::: Given information

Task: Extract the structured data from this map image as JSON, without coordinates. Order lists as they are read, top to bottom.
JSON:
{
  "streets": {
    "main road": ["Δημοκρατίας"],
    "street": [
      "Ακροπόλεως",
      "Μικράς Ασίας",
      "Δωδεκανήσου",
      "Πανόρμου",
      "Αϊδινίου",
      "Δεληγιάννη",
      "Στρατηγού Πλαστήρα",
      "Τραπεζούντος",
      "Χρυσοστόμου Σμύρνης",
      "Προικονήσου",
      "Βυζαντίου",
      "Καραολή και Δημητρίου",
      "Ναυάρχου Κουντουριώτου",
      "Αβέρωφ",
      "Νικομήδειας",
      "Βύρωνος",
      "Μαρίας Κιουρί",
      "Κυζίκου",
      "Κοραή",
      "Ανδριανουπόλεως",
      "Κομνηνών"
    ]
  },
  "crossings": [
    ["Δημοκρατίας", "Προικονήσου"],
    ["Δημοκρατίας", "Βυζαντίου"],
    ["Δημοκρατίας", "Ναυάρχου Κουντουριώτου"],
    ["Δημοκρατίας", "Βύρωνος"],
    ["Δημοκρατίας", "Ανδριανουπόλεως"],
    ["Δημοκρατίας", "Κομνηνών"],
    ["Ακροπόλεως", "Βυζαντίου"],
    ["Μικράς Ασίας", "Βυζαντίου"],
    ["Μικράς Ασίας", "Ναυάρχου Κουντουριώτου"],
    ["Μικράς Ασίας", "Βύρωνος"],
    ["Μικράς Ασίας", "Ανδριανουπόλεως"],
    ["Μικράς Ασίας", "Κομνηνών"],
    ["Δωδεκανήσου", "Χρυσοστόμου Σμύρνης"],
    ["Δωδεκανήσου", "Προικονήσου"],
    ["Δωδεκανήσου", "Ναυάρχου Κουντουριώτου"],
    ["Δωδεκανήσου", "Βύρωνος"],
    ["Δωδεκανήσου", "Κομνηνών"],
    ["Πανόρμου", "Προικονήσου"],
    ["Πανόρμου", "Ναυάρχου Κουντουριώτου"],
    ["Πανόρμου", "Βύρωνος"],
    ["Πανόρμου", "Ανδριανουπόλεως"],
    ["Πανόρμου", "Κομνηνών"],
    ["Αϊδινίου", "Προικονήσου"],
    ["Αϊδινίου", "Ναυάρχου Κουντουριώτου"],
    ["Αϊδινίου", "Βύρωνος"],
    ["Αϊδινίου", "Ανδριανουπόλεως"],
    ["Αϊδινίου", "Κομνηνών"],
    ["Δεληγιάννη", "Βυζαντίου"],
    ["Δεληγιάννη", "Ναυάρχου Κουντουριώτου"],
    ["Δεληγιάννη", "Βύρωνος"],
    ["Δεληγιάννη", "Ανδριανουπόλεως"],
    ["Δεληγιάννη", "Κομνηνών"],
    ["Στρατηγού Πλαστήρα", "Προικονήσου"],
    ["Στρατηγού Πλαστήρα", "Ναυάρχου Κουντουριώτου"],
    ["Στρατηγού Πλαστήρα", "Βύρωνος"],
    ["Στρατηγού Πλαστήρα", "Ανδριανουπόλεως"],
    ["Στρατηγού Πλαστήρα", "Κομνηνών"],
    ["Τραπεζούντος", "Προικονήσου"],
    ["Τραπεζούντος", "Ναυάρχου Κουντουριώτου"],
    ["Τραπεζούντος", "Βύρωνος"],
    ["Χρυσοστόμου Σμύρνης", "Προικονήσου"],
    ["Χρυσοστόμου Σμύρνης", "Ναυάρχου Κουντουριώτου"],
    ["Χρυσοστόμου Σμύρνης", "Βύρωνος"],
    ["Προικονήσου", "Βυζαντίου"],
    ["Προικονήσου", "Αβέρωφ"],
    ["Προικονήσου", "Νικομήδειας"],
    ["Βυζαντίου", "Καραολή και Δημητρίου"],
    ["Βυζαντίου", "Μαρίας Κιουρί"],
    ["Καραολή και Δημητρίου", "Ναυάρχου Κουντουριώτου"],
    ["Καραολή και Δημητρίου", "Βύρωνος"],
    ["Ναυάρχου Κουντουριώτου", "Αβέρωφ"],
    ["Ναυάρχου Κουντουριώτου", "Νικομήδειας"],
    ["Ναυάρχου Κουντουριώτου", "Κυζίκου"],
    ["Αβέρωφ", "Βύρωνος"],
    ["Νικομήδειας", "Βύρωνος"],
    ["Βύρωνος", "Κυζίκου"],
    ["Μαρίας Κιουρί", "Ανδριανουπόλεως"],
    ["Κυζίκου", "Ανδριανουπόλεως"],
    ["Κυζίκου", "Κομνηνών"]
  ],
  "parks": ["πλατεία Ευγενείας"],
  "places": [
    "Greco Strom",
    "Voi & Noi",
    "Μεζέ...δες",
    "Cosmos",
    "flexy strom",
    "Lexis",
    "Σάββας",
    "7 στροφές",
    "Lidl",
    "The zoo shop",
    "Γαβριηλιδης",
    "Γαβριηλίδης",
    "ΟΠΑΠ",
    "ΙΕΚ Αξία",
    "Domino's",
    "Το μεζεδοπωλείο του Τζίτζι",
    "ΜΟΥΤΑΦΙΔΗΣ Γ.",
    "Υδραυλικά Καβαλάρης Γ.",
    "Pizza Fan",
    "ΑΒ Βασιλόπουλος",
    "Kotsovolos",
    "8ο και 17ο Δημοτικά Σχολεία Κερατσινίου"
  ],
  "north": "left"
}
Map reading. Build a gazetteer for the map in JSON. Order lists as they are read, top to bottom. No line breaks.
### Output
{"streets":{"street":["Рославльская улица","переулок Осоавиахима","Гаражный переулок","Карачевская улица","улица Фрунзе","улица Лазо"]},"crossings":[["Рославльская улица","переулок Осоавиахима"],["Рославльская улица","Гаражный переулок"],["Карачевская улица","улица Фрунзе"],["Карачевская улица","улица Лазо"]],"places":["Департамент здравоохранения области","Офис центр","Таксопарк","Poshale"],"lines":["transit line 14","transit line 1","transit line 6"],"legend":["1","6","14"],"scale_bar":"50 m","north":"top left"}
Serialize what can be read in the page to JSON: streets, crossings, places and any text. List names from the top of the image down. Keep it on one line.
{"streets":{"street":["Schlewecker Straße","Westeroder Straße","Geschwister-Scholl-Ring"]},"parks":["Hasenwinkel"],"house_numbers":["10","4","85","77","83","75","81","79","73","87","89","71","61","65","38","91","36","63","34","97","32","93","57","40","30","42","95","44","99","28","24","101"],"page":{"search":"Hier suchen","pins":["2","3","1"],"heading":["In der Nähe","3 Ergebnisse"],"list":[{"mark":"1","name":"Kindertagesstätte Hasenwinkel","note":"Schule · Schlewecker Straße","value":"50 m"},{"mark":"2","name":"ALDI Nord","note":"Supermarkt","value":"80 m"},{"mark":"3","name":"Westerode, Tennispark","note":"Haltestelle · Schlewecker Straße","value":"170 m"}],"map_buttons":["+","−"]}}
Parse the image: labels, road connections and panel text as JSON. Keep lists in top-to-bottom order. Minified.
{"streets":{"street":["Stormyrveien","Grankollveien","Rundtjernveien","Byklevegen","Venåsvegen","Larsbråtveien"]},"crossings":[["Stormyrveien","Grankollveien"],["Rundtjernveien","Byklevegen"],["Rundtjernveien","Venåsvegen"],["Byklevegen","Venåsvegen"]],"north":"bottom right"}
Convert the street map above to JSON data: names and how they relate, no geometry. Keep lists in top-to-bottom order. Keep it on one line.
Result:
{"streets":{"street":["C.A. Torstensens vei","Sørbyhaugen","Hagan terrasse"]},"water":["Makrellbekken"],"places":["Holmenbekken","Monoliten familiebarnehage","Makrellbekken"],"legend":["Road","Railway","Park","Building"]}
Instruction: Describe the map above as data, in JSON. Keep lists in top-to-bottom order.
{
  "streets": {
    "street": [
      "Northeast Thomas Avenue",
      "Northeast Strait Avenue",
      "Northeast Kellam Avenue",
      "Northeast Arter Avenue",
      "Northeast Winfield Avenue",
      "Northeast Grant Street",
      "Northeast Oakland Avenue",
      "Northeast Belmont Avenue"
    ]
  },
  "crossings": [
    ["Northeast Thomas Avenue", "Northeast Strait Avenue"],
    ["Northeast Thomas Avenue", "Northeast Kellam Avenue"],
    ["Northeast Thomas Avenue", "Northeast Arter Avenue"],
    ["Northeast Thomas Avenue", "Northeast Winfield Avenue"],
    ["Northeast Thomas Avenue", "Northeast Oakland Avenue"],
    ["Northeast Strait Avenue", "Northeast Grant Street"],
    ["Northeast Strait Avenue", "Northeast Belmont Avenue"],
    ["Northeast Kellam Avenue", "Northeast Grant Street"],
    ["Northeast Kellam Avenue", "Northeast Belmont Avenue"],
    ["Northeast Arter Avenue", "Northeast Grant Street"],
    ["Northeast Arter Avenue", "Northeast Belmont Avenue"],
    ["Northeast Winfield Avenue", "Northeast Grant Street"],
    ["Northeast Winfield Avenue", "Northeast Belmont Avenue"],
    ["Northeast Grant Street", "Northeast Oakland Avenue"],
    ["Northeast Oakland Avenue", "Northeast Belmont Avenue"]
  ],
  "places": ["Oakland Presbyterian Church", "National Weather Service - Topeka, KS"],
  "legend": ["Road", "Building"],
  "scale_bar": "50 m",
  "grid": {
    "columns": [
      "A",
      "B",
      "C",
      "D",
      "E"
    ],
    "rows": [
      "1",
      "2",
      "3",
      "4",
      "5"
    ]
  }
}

::::::

* Work item *
Some lines above may contain the string "Σμύρνης". State how many of them the records have, and nothing more.

* Output of the exercise *
5